In 2004, Israeli historian Benny Morris extensively reviewed the Tantura controversy and recounted himself coming away "with a deep sense of unease". He suggested that, while it is unclear whether or not a massacre occurred, there was no doubt that war crimes were committed by the Jewish forces (Haganah) and that the village was forcibly cleansed of its Arab inhabitants. Morris believes that one village woman was raped, Alexandroni troops may have executed POWs and there may have been some looting, based on an army report that uses the Hebrew word khabala (sabotage).
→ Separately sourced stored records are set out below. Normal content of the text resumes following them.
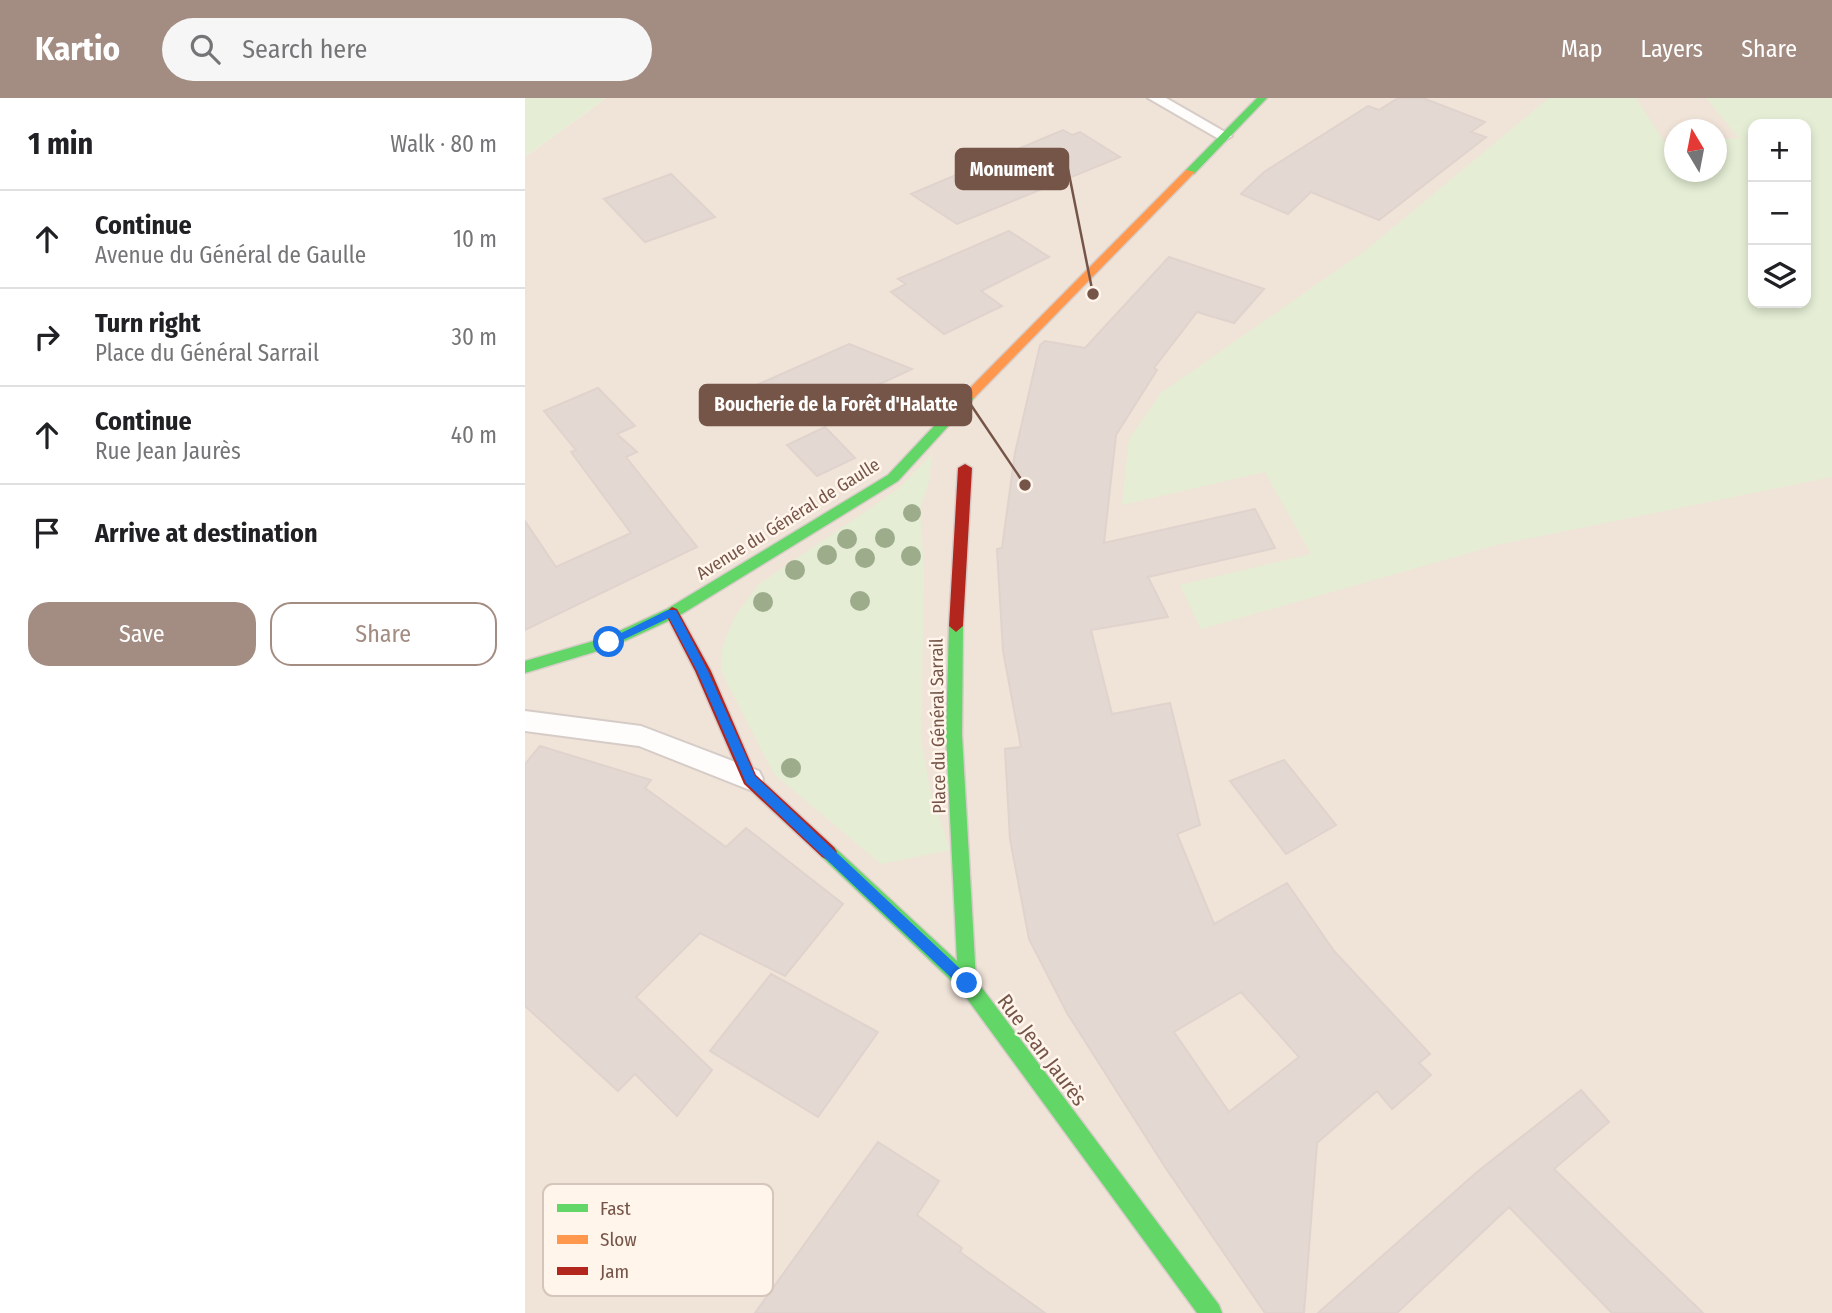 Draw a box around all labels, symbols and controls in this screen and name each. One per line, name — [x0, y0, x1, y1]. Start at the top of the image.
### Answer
search box — [162, 18, 652, 81]
text: Kartio — [35, 29, 120, 69]
icon: search — [186, 30, 224, 68]
text: Search here — [242, 34, 367, 65]
text: Map — [1561, 35, 1603, 63]
text: Layers — [1641, 35, 1703, 63]
text: Share — [1741, 35, 1797, 63]
north arrow — [1664, 119, 1727, 182]
map controls — [1748, 119, 1811, 308]
button: + — [1748, 119, 1811, 182]
text: 1 min — [28, 126, 93, 162]
text: Walk · 80 m — [390, 130, 497, 158]
callout: Monument — [956, 149, 1068, 189]
text: Monument — [970, 158, 1055, 181]
button: − — [1748, 182, 1811, 245]
text: Continue — [95, 210, 192, 241]
icon: ahead — [28, 220, 66, 258]
text: 10 m — [453, 225, 497, 253]
text: Avenue du Général de Gaulle — [95, 241, 366, 269]
button: layers — [1748, 245, 1811, 308]
text: Turn right — [95, 308, 201, 339]
icon: right — [28, 318, 66, 356]
text: 30 m — [452, 323, 497, 351]
text: Place du Général Sarrail — [95, 339, 319, 367]
callout: Boucherie de la Forêt d'Halatte — [700, 385, 971, 425]
text: Boucherie de la Forêt d'Halatte — [714, 393, 958, 416]
text: Continue — [95, 406, 192, 437]
icon: ahead — [28, 416, 66, 454]
text: 40 m — [451, 421, 497, 449]
text: Rue Jean Jaurès — [95, 437, 241, 465]
street label: Avenue du Général de Gaulle — [692, 453, 884, 585]
icon: arrive — [28, 514, 66, 552]
text: Arrive at destination — [95, 518, 318, 549]
button: Save — [28, 602, 256, 666]
button: Share — [270, 602, 497, 666]
route start — [593, 626, 624, 657]
street label: Place du Général Sarrail — [925, 638, 951, 814]
route end — [951, 967, 982, 998]
street label: Rue Jean Jaurès — [992, 989, 1092, 1111]
legend — [543, 1184, 773, 1296]
text: Fast — [600, 1197, 631, 1220]
text: Slow — [600, 1228, 637, 1251]
text: Jam — [600, 1260, 629, 1283]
Morris underlined the fact that in interviews conducted by himself and by the Ma'ariv reporter Amir Gilat, all refugees confirmed that a massacre had taken place, while all IDF veterans denied it. Regarding the latter, Morris describes what he calls “troubling hints”, such as a diary by an Alexandroni soldier, Tulik Makovsky, in which he wrote “… that our boys know the craft of murder quite well, especially boys whose relatives the Arabs had murdered... or those harmed by Hitler [they are the same fascists]. They took their private revenge, and avenged our comrades who had died at their hands, against the snipers”. Morris also noted that, given the political sensitivities at the time, the word khabala may have been used as a euphemism for a massacre.

Morris further pointed out issues with the scoring of the second version of Katz's thesis in that the two referees who gave anomalously low scores had been co-authors of an IDF book in which it was argued that ”… the Israeli Army had carried out only a ‘partial expulsion’ of the populations of the Arab towns of Lydda and Ramlah and dismissed the charge that the troops had massacred Lydda townspeople, some of them inside a mosque, on July 12, 1948”, whereas IDF records from the IDF archive show that a full-scale expulsion had been carried out and that Yiftah Brigade troops killed some 250 townspeople.

There were plans in 2004 to exhume bodies from a site between Nahsholim and Dor believed to be a mass grave, but this has not happened. In 2006, Katz's presentation of the facts was disputed again by the Israeli historian Yoav Gelber who was to play a key role in discrediting Katz's research.

In early 2022, a documentary film came out in which several Israeli veterans confirmed that they had witnessed that there had indeed been a massacre at Tantura after the village had surrendered. Several of them gave descriptions, with the numbers of victims who were shot dead from “a few” to “several dozen” or “more than 200”. The latter estimate was provided by a resident of Zikhron Ya'akov who stated he had helped bury the victims. They confirmed that soldiers in the Alexandroni Brigade had murdered unarmed men after the battle had ended, and the victims were indeed buried in a mass grave, now located under the Dor Beach parking lot near Nahsholim kibbutz.

Cultural depictions

In 2022, Alon Schwarz' film Tantura was shown at the 2022 Sundance Film Festival.